Food diaries also allow you to make important observations about your eating habits. You might notice you’re more likely to eat healthier when you’re around other people because you want to make a good impression of your dietary choices. Alternatively, you might find that whenever you eat out, you always finish the food on your plate, rather than paying attention to your fullness signals to tell you when you’re done.
Though it can be challenging to keep a food diary at first, once you get into the habit of recording your meals, you’ll find that it introduces you to a number of important lessons about your relationship with food.
6.Form a relationship with your food
Finally, a good way to improve your chances of mindful eating is to commit to learning a little something about what you’re eating. The more you pay attention to your food, the mindful you become whenever you eat.
Research recipes and find out where your ingredients came from before you add them to the pan. Consider how you feel after each meal and ask yourself why some foods might make you feel different from others. For instance, you might discover you’re more likely to feel happy after a spicy meal, and sad after something sweet.

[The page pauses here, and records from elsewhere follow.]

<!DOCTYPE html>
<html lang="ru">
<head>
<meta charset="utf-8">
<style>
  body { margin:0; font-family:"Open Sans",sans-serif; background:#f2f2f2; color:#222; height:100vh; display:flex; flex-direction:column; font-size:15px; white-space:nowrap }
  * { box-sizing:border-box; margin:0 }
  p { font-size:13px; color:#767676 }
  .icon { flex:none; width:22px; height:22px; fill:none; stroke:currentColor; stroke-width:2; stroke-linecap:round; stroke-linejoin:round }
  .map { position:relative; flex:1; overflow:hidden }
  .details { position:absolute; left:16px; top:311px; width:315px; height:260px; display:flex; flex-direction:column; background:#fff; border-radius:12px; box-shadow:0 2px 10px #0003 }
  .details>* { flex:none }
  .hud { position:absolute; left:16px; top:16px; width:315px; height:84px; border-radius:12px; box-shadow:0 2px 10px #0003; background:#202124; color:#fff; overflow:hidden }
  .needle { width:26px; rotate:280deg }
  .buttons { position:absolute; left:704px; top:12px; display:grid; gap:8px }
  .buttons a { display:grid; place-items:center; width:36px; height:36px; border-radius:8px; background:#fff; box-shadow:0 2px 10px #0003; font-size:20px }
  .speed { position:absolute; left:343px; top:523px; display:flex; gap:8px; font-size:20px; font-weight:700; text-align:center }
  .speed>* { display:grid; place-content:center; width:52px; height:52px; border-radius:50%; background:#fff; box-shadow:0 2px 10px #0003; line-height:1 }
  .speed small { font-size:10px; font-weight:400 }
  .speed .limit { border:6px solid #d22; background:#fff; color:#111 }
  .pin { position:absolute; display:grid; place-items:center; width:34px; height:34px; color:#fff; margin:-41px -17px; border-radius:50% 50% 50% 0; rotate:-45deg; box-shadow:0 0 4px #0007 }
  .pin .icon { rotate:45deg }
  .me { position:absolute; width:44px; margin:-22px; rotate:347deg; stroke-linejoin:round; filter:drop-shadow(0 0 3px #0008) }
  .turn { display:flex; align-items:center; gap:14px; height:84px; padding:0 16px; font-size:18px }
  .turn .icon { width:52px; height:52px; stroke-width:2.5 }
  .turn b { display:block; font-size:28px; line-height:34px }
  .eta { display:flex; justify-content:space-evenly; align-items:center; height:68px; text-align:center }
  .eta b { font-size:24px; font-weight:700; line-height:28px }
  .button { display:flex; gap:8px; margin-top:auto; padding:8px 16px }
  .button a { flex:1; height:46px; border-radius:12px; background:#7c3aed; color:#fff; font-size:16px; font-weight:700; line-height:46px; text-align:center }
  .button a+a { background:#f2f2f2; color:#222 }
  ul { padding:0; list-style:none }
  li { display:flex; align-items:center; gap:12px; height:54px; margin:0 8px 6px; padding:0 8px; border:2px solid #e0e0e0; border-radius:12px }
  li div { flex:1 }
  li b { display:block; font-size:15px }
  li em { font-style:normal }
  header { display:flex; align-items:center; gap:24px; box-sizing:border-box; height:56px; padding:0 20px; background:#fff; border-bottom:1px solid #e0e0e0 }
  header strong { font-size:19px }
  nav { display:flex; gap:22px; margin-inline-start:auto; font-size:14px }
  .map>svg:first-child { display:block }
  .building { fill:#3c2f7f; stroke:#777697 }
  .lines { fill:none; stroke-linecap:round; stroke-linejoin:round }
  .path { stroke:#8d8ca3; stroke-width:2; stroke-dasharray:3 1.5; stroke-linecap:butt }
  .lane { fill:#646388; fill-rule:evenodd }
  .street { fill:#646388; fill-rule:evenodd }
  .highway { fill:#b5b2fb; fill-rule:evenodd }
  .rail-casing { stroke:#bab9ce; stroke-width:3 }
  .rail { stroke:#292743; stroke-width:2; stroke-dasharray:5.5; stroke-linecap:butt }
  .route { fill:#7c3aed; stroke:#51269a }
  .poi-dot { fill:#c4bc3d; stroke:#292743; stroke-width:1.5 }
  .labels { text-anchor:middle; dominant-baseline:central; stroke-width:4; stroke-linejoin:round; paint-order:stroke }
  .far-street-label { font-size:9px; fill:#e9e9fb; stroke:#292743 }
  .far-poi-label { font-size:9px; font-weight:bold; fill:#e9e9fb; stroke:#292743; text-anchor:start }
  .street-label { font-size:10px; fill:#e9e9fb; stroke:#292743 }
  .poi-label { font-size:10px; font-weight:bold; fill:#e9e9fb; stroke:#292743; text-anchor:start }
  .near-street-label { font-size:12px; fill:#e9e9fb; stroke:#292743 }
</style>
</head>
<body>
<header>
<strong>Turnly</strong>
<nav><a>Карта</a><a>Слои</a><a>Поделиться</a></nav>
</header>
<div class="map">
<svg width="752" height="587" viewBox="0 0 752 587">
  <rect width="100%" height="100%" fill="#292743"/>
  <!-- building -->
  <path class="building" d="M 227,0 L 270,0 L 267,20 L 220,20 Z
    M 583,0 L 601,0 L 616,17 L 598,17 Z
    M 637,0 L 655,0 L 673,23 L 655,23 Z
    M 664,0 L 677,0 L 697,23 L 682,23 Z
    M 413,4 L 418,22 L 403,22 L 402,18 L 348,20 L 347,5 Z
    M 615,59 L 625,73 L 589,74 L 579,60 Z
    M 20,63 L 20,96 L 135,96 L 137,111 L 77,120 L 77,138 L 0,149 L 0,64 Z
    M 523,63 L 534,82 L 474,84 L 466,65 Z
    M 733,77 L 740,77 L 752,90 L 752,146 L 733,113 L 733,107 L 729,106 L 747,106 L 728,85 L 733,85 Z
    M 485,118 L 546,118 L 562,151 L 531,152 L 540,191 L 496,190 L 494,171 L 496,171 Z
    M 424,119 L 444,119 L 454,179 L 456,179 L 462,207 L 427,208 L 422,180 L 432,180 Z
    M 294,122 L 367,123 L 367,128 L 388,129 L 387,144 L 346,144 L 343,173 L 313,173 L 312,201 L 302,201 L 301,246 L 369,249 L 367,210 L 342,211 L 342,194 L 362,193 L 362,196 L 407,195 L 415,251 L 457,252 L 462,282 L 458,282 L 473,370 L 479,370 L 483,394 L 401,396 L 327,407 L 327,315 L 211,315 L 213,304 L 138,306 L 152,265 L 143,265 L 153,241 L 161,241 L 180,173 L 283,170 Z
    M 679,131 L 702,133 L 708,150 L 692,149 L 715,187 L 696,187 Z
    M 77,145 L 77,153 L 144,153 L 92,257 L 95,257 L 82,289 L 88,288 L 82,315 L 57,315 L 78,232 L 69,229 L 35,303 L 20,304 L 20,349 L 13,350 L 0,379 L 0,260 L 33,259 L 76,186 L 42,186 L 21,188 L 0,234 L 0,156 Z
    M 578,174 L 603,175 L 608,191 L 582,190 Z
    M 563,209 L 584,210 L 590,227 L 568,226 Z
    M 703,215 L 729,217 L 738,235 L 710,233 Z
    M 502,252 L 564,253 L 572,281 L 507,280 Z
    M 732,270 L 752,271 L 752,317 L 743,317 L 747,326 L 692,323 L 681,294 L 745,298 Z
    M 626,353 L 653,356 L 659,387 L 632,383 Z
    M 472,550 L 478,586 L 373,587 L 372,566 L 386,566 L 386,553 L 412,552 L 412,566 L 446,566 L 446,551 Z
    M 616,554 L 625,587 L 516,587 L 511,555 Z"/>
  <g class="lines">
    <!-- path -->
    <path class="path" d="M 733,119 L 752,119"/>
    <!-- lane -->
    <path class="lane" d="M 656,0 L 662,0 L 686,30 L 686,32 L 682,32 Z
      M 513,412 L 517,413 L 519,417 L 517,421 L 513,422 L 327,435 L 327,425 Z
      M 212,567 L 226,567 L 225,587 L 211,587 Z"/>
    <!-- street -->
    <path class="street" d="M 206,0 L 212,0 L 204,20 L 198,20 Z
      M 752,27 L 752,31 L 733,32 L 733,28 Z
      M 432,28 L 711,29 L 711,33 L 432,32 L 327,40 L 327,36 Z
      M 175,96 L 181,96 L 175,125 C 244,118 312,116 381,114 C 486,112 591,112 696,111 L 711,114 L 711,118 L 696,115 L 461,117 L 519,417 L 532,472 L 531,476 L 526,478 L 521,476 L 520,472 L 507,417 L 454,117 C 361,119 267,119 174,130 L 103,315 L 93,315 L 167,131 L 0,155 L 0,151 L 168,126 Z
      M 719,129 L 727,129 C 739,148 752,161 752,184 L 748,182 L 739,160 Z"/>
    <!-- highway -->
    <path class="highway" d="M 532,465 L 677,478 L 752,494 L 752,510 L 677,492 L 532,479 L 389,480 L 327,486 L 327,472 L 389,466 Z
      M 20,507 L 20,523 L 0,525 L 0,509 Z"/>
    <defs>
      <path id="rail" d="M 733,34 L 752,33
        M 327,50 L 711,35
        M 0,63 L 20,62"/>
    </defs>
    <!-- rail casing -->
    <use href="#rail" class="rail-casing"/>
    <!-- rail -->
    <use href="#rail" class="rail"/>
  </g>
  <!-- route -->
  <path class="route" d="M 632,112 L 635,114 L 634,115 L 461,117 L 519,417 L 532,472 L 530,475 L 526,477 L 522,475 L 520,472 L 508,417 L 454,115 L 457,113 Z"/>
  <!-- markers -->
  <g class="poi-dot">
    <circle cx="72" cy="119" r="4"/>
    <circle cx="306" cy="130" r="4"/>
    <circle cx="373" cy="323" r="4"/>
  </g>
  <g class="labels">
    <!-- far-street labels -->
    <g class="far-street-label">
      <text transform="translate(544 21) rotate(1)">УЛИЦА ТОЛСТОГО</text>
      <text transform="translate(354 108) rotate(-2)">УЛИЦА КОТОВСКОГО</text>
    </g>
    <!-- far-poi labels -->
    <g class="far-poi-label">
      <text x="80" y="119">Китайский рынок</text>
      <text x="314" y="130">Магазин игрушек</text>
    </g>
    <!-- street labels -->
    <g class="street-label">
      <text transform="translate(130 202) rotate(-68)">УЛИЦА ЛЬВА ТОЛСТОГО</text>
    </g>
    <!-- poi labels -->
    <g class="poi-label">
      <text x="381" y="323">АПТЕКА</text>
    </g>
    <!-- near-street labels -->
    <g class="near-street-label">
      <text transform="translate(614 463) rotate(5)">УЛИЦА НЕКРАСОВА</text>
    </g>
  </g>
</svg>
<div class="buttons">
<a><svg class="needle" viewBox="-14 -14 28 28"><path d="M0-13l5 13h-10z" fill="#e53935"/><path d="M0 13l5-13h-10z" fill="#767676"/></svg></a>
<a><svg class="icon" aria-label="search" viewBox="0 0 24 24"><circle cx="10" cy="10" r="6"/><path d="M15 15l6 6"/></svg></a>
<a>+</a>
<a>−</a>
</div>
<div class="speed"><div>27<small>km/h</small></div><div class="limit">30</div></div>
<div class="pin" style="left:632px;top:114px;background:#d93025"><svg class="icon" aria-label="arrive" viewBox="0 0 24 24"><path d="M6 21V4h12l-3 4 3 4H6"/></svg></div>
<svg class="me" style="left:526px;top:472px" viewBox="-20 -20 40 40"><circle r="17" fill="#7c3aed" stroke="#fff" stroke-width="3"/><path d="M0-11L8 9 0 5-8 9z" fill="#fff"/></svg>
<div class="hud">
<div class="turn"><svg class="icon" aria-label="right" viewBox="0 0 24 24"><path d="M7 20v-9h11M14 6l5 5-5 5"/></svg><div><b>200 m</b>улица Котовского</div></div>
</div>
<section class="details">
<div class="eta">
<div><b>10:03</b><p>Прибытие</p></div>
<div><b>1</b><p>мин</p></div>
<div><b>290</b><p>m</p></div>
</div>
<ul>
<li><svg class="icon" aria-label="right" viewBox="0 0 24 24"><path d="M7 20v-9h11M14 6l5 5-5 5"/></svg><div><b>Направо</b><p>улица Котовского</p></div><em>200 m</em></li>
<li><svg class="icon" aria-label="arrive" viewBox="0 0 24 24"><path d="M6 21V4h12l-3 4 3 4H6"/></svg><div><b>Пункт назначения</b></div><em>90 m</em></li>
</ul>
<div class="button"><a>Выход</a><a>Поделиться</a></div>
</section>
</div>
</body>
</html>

Seek to learn more about your genetic relationship with food by getting a DNA test that helps you to see which ingredients you’re most likely to respond differently to.
Mindful Eating: The Bottom Line
Eating mindfully is one of the best ways to change your connection with food for the better, and regain control of your eating habits. This strategy is particularly useful if conventional dieting strategies haven’t worked for you.
Mindful eating is a safe and beneficial practise which can assist with most types of disordered eating. Consider giving it a try to see if mindfulness positively impacts your health.